The beauty of a data product that literally speaks the user’s language is that there is complete transparency on what the user is looking for. Not clicks or clueless hovering, but actual questions. Data teams are able to investigate exactly how users interact with their data products – like which questions business users are asking, which data attribute most people ask for but is not yet available, how well the tool is being adopted company wide, who flagged which data as being wrong, and even which questions take the longest to answer, so you can tweak those database indices.
Instead of operating like a service center reacting to JIRA tickets, data teams need to become missionary product teams proactively uncovering and solving the information needs of their organization, based on real data. To build on the “restaurant” analogy from Benn Stancil and Erik Bernhardsson, to achieve a modern data experience, we cannot be waiters, just waiting for the orders and a tip at the end, but rather that British butler that is always anticipating your needs and seems to read your mind.
Closing Thoughts
While the modern data stack is bringing more mature and reliable data processes, data democratization still seems to be just a mirage for many.
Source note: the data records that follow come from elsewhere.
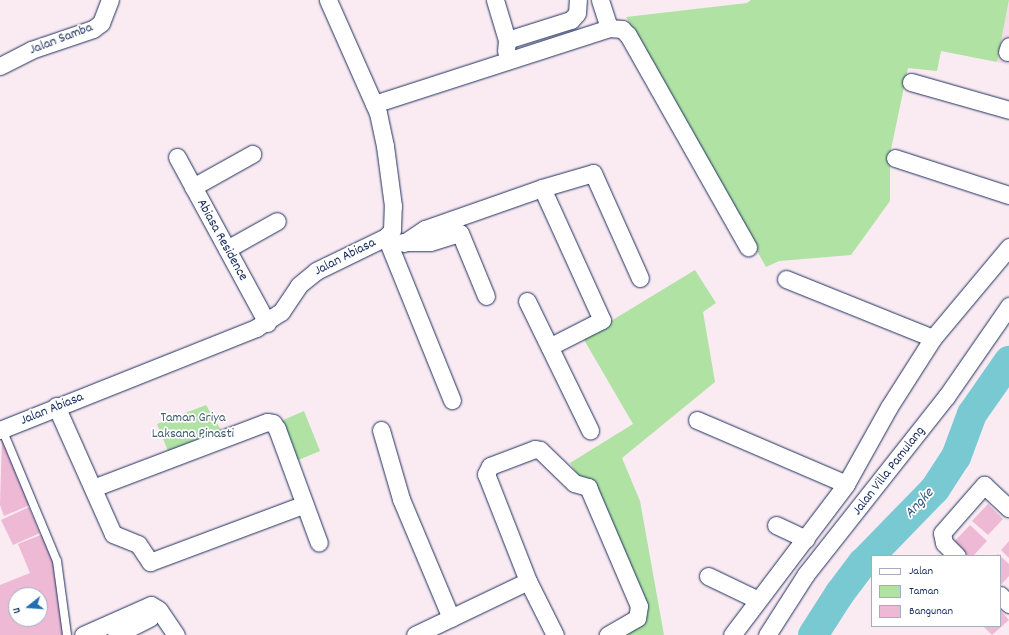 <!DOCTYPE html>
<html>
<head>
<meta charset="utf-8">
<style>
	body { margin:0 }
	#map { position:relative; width:1009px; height:635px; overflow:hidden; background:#faeaf2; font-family:Dekko,sans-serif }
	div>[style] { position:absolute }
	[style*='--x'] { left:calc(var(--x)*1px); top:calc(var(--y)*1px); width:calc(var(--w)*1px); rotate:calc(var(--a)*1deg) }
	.built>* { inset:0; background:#f6dbe9 }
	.green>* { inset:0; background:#afe2a3 }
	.river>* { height:30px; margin:-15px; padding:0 15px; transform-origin:15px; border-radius:15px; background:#79c9d3 }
	.building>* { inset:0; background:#edb9d5 }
	.roads { filter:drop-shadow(0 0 1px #1b2f5e) drop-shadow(0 0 1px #1b2f5e) }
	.lane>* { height:8px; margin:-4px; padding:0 4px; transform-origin:4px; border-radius:4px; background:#fff }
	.street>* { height:17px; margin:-8.5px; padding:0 8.5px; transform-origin:8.5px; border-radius:8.5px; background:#fff }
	span { translate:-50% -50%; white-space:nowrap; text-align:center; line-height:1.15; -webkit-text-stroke:3.5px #fff; paint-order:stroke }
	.street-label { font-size:14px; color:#1b2f5e }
	.park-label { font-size:14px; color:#405c6f }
	.water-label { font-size:15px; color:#375d81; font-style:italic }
	.legend { position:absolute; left:871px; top:555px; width:130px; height:72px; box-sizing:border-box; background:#fff; border:1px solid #a4acbf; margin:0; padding:5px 7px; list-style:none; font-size:12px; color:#1b2f5e }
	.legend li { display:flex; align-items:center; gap:8px; height:20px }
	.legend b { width:20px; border:1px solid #a4acbf }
	.north { position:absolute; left:8px; top:587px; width:40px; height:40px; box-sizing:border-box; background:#fff; border:1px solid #a4acbf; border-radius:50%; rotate:253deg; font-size:11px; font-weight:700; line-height:16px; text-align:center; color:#1b2f5e }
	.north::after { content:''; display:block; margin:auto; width:14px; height:18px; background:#1f6fb2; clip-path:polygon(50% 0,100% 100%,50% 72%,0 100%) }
</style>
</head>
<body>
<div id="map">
	<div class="built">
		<i style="clip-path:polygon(1009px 1px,1009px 65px,997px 62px)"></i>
	</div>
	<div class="green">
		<i style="clip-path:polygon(751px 0,1009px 0,997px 62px,941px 51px,937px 71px,908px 68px,890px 154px,890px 201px,851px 255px,779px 261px,766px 267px,626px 17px,747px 3px)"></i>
		<i style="clip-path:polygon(695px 270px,716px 303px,703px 312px,715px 382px,622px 458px,640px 501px,664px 635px,612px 635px,644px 616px,604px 515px,570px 463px,633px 424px,583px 338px)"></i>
		<i style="clip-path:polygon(206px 405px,221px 430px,168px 451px,157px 424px)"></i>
		<i style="clip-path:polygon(304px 411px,320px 451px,296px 461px,281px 421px)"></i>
	</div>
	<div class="river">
		<i style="--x:813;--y:635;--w:50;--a:-57.3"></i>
		<i style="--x:840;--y:593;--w:38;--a:-53"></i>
		<i style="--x:863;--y:563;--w:103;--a:-45.8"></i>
		<i style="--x:935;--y:489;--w:38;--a:-57"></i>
		<i style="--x:956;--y:457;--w:46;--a:-69.6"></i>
		<i style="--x:972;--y:414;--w:65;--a:-55.1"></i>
	</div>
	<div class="building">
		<i style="clip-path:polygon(2px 438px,30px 505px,4px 516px,0 505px)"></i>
		<i style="clip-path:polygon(988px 504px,1003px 519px,988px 535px,972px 521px)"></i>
		<i style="clip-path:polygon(29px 507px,40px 533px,13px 545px,1px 520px)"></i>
		<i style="clip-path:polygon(970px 525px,987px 541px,973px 556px,969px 556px,954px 542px)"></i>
		<i style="clip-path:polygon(evenodd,43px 534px,55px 563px,65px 635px,0 635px,0 585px,30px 573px,18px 544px,43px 534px,16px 595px,40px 595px,40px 619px,16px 619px,16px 595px)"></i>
		<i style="clip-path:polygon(1009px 541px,1009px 558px,1001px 550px)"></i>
		<i style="clip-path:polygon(998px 554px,1009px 564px,1009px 576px,1000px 586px,1000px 556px,996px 556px)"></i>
		<i style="clip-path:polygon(1000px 610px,1009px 620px,992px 635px,983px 626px,1000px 626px)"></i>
	</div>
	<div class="roads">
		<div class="lane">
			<i style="--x:2;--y:429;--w:143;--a:67.4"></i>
			<i style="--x:57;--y:561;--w:75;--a:82.3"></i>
		</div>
		<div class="street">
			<i style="--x:495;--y:0;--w:42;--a:73.3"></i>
			<i style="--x:507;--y:40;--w:11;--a:95"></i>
			<i style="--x:600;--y:0;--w:29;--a:72"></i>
			<i style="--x:507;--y:40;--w:67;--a:-17.4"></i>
			<i style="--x:571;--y:20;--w:9;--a:-49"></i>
			<i style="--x:577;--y:13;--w:13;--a:-86"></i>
			<i style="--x:1007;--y:52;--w:6;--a:-72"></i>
			<i style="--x:0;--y:66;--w:35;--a:-27"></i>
			<i style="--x:31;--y:50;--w:65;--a:-18.7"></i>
			<i style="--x:93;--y:29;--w:10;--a:-37"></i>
			<i style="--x:101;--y:23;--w:25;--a:-69"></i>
			<i style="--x:911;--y:82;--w:102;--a:15.9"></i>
			<i style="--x:374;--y:104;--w:247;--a:-17.9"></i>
			<i style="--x:609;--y:28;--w:13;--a:4"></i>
			<i style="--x:622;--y:29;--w:8;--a:45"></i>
			<i style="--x:628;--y:35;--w:244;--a:60.5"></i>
			<i style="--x:177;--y:157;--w:189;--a:61.5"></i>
			<i style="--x:895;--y:158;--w:120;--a:18"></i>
			<i style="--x:193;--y:187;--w:68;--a:-29.2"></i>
			<i style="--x:542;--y:188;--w:145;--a:65.6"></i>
			<i style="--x:602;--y:320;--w:59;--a:153"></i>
			<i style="--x:386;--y:237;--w:176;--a:68"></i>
			<i style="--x:403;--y:242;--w:27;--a:0"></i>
			<i style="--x:430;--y:242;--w:31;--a:-17"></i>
			<i style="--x:460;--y:233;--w:68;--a:67.6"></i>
			<i style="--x:404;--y:243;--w:25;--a:-34"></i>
			<i style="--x:425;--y:229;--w:124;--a:-19.3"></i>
			<i style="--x:542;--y:188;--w:53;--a:-16.4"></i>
			<i style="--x:593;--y:173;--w:115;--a:65.9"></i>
			<i style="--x:227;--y:249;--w:57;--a:-29.2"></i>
			<i style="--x:786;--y:279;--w:158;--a:21.9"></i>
			<i style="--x:527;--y:301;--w:144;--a:64"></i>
			<i style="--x:56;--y:406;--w:140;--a:66"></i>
			<i style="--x:113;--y:534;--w:27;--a:22"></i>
			<i style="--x:138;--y:544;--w:22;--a:56"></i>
			<i style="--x:150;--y:562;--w:165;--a:-20.5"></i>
			<i style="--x:697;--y:420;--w:162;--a:23.2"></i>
			<i style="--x:0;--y:430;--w:276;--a:-21.7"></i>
			<i style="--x:256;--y:328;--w:30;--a:-33"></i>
			<i style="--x:281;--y:312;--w:32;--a:-56"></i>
			<i style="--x:299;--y:285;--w:22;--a:-39"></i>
			<i style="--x:316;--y:271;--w:78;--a:-25.9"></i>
			<i style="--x:386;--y:237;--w:9;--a:-49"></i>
			<i style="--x:392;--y:230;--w:24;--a:-88"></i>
			<i style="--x:393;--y:206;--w:61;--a:-97.6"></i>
			<i style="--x:385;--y:146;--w:34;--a:-102"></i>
			<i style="--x:378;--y:113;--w:124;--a:-113.9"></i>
			<i style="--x:381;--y:430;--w:72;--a:73.8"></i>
			<i style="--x:401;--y:499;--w:129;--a:67.2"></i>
			<i style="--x:93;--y:488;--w:186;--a:-20.8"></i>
			<i style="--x:267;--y:422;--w:6;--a:9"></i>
			<i style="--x:273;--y:423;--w:7;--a:56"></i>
			<i style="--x:277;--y:429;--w:121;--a:69.8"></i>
			<i style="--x:776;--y:525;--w:33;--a:25"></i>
			<i style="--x:957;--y:556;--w:18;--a:-135"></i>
			<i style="--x:944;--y:543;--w:10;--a:-101"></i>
			<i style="--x:942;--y:533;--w:64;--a:-48.8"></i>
			<i style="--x:984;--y:485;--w:34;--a:43"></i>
			<i style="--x:708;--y:576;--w:55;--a:25.6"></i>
			<i style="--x:1000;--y:595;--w:13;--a:45"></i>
			<i style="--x:83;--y:635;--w:74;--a:-23.8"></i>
			<i style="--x:151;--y:605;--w:9;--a:32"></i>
			<i style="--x:159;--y:610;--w:30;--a:56"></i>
			<i style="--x:116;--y:635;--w:38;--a:-27"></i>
			<i style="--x:415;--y:635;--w:125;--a:-25.5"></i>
			<i style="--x:555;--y:635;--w:60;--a:-116.6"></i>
			<i style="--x:528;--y:581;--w:115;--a:-111.4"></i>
			<i style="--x:486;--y:474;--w:9;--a:-63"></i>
			<i style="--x:490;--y:466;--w:48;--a:-20.7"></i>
			<i style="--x:535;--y:449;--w:5;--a:11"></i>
			<i style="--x:540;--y:450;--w:47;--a:44.1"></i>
			<i style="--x:574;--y:483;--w:15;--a:16"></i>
			<i style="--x:588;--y:487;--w:129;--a:66.8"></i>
			<i style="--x:639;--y:606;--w:12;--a:99"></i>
			<i style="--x:637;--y:618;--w:34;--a:150"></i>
			<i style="--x:732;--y:635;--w:189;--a:-52.9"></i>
			<i style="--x:846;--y:484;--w:88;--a:-60.8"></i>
			<i style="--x:889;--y:407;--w:82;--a:-57.5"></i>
			<i style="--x:933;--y:338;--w:119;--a:-50.1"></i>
			<i style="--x:767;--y:635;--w:72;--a:-57.4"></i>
			<i style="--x:806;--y:574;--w:226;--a:-51.7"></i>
			<i style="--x:946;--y:397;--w:111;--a:-55.3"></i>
		</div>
	</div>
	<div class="street-label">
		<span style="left:61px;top:39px;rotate:-21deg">Jalan Samba</span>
		<span style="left:222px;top:240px;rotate:61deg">Abiasa Residence</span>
		<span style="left:345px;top:257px;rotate:-27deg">Jalan Abiasa</span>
		<span style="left:52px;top:409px;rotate:-22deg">Jalan Abiasa</span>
		<span style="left:889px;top:471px;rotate:-52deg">Jalan Villa Pamulang</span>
	</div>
	<div class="park-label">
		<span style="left:193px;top:426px">Taman Griya<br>Laksana Pinasti</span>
	</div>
	<div class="water-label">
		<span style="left:920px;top:504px;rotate:-47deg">Angke</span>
	</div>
	<ul class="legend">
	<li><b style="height:5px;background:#fff"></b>Jalan</li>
	<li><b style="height:11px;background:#afe2a3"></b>Taman</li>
	<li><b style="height:11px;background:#edb9d5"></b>Bangunan</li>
	</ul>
	<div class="north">U</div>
</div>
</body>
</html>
Luckily, people are starting to realize that the solution to answering our most pressing business questions may not be yet-another-dashboard, despite what Gartner BI leaders tell you.
We don’t need yet another dashboard – we need to abolish the Curiosity Tax and put an end to endless data breadlines.
We need to define and promote a shared language within our organization.
We need a better way to understand and address the data needs of our organization.
That is true data democratization. And we will only achieve it if we give language the proper importance in a data-driven organization.
—
[1] That’s why we are so impressed with AI models like GPT-3 – we struggle to distinguish NLP from general AI. “And is there a difference?”, Turing would ask.
[2] Not very fair to rats, I actually like them. But “multiply like bunnies” just sounds too positive and… fluffy?